6 files changed, 520 insertions, 20 deletions
diff --git a/openmp/runtime/src/dllexports b/openmp/runtime/src/dllexports
index 0d49643..747b828 100644
--- a/openmp/runtime/src/dllexports
+++ b/openmp/runtime/src/dllexports
@@ -1268,6 +1268,11 @@ kmp_set_disp_num_buffers 890
__kmpc_atomic_val_8_cas_cpt 2158
%endif
+ # No longer need to put ordinal numbers
+ __kmpc_push_num_threads_list
+ __kmpc_push_num_threads_strict
+ __kmpc_push_num_threads_list_strict
+
%endif
__kmpc_set_thread_limit
diff --git a/openmp/runtime/src/kmp.h b/openmp/runtime/src/kmp.h
index f625e84..c8d821b 100644
--- a/openmp/runtime/src/kmp.h
+++ b/openmp/runtime/src/kmp.h
@@ -532,6 +532,15 @@ enum clock_function_type {
enum mic_type { non_mic, mic1, mic2, mic3, dummy };
#endif
+// OpenMP 3.1 - Nested num threads array
+typedef struct kmp_nested_nthreads_t {
+ int *nth;
+ int size;
+ int used;
+} kmp_nested_nthreads_t;
+
+extern kmp_nested_nthreads_t __kmp_nested_nth;
+
/* -- fast reduction stuff ------------------------------------------------ */
#undef KMP_FAST_REDUCTION_BARRIER
@@ -2965,6 +2974,12 @@ typedef struct KMP_ALIGN_CACHE kmp_base_info {
/* The data set by the primary thread at reinit, then R/W by the worker */
KMP_ALIGN_CACHE int
th_set_nproc; /* if > 0, then only use this request for the next fork */
+ int *th_set_nested_nth;
+ bool th_nt_strict; // num_threads clause has strict modifier
+ ident_t *th_nt_loc; // loc for strict modifier
+ int th_nt_sev; // error severity for strict modifier
+ const char *th_nt_msg; // error message for strict modifier
+ int th_set_nested_nth_sz;
#if KMP_NESTED_HOT_TEAMS
kmp_hot_team_ptr_t *th_hot_teams; /* array of hot teams */
#endif
@@ -3206,6 +3221,7 @@ typedef struct KMP_ALIGN_CACHE kmp_base_team {
void *t_stack_id; // team specific stack stitching id (for ittnotify)

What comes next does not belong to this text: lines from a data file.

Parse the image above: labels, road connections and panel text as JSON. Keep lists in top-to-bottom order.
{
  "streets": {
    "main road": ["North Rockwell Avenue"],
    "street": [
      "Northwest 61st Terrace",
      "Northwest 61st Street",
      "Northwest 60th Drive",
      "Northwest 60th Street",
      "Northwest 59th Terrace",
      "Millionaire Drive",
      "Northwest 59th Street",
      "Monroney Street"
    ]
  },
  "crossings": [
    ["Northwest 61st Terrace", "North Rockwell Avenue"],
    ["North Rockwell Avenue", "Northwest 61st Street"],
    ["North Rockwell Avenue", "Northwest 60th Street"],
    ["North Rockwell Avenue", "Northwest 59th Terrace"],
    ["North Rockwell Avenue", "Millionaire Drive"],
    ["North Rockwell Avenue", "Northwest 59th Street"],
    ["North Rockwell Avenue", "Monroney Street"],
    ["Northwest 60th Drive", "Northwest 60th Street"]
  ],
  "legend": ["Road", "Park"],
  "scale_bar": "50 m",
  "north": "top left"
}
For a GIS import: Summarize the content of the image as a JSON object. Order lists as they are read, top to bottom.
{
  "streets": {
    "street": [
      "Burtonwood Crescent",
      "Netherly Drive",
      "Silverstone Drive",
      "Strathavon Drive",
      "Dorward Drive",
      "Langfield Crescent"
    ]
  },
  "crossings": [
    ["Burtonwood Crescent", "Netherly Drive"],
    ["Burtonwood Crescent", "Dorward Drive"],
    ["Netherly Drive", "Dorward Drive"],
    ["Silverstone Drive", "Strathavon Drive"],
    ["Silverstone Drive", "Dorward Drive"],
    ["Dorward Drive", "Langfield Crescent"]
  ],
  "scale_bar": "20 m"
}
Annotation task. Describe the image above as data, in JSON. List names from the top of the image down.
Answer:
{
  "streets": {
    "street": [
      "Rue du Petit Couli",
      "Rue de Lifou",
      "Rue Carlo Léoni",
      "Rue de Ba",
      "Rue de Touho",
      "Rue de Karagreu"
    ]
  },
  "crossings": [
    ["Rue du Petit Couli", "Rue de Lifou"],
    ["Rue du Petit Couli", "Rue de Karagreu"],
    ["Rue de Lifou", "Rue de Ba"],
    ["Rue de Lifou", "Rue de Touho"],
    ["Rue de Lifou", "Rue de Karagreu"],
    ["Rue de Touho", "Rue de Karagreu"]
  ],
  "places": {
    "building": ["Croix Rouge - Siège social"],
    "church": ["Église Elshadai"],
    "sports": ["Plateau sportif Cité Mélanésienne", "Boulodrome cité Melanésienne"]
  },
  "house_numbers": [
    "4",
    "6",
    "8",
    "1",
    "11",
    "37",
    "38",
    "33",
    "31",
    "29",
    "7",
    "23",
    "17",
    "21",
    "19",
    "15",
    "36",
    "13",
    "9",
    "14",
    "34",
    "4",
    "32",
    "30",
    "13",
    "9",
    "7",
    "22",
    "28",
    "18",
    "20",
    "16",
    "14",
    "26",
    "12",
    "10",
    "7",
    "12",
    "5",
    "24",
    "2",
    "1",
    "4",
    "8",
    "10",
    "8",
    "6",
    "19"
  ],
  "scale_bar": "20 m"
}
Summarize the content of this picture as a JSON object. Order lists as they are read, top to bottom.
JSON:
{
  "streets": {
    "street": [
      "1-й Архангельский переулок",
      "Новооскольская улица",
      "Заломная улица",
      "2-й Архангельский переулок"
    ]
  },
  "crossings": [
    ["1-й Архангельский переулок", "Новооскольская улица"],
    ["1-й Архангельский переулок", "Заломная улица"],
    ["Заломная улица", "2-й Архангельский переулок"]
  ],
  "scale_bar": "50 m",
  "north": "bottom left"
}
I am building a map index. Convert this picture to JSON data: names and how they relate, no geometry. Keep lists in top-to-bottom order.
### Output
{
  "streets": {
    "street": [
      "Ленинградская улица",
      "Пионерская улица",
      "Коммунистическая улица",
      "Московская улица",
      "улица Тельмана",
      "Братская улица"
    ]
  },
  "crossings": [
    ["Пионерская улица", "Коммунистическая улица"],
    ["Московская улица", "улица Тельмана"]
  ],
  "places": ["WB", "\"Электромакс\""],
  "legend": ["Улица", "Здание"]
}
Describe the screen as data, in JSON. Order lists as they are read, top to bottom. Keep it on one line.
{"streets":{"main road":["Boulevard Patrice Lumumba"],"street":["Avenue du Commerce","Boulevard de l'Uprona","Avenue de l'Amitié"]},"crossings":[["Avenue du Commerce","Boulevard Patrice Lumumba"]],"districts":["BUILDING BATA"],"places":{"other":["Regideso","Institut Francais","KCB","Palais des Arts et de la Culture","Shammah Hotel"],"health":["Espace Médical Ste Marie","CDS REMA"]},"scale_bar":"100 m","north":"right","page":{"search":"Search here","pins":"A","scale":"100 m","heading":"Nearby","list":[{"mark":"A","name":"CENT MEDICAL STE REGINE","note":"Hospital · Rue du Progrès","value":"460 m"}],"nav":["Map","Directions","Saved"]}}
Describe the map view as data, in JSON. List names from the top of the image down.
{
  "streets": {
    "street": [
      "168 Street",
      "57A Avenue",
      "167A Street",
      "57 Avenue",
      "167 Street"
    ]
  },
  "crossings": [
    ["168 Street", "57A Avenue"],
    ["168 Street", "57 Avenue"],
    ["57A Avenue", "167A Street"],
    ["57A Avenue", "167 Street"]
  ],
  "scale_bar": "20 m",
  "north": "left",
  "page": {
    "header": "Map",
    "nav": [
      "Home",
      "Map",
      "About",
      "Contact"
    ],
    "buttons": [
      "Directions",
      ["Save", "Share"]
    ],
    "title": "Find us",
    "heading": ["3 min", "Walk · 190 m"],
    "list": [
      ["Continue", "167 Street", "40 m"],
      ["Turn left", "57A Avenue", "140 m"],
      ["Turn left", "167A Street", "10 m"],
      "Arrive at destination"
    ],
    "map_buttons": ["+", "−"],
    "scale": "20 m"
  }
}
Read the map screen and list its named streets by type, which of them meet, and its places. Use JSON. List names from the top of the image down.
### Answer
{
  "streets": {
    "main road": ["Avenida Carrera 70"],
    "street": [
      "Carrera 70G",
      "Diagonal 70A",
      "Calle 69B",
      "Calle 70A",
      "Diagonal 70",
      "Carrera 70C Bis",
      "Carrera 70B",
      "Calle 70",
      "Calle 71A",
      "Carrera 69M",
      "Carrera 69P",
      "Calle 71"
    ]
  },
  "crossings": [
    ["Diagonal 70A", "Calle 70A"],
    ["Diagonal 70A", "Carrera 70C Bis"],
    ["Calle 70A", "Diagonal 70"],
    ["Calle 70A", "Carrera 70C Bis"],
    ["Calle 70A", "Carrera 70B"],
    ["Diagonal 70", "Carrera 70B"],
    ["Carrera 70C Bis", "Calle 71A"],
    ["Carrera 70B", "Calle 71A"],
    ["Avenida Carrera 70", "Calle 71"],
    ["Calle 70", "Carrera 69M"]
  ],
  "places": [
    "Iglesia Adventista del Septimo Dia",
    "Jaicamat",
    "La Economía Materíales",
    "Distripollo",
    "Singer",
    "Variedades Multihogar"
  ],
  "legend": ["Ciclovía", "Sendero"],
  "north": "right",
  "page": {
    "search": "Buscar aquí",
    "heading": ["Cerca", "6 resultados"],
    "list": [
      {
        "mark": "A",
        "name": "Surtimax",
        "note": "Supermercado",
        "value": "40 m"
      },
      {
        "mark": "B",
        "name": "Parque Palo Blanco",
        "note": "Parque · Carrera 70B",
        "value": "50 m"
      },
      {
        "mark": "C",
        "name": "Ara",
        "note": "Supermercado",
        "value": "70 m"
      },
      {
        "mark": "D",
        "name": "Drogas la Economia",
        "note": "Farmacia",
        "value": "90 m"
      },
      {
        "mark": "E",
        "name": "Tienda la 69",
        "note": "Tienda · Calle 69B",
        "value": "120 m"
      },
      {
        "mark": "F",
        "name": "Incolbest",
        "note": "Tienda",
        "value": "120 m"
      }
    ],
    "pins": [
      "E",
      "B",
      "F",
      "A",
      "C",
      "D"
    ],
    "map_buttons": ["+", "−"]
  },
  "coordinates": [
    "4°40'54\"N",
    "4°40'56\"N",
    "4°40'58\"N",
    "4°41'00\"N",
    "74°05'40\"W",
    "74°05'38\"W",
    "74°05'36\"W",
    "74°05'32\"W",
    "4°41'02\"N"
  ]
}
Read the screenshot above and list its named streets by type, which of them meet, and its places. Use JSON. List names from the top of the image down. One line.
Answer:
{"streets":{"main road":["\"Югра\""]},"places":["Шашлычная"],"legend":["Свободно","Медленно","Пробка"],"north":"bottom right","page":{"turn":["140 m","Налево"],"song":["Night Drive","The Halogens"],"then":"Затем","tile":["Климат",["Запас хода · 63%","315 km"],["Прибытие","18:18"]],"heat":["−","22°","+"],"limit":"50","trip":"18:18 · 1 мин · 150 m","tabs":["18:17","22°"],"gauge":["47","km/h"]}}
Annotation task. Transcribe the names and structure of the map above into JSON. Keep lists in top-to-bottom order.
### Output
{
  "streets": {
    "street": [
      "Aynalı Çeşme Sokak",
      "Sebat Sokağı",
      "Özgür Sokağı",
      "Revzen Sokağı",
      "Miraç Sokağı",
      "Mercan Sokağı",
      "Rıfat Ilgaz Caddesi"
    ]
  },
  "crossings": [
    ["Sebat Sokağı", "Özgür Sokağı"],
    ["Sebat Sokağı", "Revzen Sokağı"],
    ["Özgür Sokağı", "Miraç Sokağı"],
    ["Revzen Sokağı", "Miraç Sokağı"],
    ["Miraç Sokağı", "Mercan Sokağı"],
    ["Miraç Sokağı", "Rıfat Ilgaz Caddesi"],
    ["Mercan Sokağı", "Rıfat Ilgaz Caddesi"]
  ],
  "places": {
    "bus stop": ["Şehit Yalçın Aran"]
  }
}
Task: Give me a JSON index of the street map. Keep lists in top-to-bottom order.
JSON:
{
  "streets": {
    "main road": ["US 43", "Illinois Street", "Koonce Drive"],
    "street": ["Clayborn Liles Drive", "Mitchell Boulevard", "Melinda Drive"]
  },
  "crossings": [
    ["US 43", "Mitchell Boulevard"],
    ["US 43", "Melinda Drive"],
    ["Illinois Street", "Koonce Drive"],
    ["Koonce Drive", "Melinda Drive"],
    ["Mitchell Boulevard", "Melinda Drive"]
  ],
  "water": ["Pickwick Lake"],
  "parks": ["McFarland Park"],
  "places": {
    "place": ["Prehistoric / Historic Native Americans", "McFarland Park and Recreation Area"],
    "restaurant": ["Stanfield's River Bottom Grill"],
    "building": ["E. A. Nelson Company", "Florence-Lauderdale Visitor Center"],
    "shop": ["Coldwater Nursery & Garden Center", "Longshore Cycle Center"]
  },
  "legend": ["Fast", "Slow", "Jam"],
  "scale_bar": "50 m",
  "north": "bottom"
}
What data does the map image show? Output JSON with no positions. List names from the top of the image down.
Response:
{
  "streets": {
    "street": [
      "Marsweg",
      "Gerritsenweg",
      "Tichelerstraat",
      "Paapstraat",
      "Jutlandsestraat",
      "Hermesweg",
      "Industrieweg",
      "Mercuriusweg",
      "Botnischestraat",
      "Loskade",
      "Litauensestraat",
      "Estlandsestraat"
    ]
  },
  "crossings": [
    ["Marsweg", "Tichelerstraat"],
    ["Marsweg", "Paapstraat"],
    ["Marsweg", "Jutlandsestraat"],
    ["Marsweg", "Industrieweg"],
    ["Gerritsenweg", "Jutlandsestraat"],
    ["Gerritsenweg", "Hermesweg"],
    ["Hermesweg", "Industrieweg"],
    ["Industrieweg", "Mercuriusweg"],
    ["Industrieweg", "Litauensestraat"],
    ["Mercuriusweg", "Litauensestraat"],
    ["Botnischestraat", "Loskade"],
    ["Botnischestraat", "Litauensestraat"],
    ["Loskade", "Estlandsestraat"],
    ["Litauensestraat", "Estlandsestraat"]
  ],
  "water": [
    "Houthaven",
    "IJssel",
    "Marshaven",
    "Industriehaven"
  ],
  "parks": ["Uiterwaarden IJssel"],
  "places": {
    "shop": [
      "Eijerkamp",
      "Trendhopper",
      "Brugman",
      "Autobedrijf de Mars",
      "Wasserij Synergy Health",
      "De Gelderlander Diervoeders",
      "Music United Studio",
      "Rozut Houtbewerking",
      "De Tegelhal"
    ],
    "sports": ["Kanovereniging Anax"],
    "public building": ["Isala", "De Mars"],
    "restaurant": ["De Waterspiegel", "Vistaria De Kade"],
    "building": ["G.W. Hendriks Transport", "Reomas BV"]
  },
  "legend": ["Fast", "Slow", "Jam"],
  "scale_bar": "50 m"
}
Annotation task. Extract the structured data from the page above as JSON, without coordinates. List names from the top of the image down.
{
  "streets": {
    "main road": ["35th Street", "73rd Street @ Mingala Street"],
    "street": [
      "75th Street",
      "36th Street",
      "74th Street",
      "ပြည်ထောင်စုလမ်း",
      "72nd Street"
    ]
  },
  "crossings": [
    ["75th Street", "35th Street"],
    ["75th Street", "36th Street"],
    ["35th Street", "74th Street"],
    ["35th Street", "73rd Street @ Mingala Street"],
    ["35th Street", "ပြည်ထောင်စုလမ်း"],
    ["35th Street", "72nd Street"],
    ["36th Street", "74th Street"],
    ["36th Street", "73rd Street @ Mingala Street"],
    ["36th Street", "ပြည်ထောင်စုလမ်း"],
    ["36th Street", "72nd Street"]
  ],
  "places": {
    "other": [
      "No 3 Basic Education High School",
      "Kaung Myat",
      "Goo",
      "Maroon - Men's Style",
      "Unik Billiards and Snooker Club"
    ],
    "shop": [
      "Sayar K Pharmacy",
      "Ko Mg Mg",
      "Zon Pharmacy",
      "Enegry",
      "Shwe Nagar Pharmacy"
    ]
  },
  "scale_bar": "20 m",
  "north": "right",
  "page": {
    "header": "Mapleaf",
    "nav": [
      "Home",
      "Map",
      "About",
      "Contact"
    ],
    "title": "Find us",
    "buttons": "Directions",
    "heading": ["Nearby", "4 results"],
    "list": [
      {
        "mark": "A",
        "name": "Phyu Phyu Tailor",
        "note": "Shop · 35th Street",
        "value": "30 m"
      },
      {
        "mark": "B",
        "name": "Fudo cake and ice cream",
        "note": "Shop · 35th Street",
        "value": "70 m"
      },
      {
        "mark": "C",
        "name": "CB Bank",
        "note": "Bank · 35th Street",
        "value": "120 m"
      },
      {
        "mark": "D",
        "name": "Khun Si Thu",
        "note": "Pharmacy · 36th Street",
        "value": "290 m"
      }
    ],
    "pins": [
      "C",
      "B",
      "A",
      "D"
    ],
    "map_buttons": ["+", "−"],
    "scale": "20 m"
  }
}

#endif /* USE_ITT_BUILD */
distributedBarrier *b; // Distributed barrier data associated with team
+ kmp_nested_nthreads_t *t_nested_nth;
} kmp_base_team_t;
// Assert that the list structure fits and aligns within
@@ -3542,15 +3558,6 @@ extern enum mic_type __kmp_mic_type;
extern double __kmp_load_balance_interval; // load balance algorithm interval
#endif /* USE_LOAD_BALANCE */
-// OpenMP 3.1 - Nested num threads array
-typedef struct kmp_nested_nthreads_t {
- int *nth;
- int size;
- int used;
-} kmp_nested_nthreads_t;
-
-extern kmp_nested_nthreads_t __kmp_nested_nth;
-
#if KMP_USE_ADAPTIVE_LOCKS
// Parameters for the speculative lock backoff system.
@@ -3785,6 +3792,11 @@ extern void ___kmp_thread_free(kmp_info_t *th, void *ptr KMP_SRC_LOC_DECL);
___kmp_thread_free((th), (ptr)KMP_SRC_LOC_CURR)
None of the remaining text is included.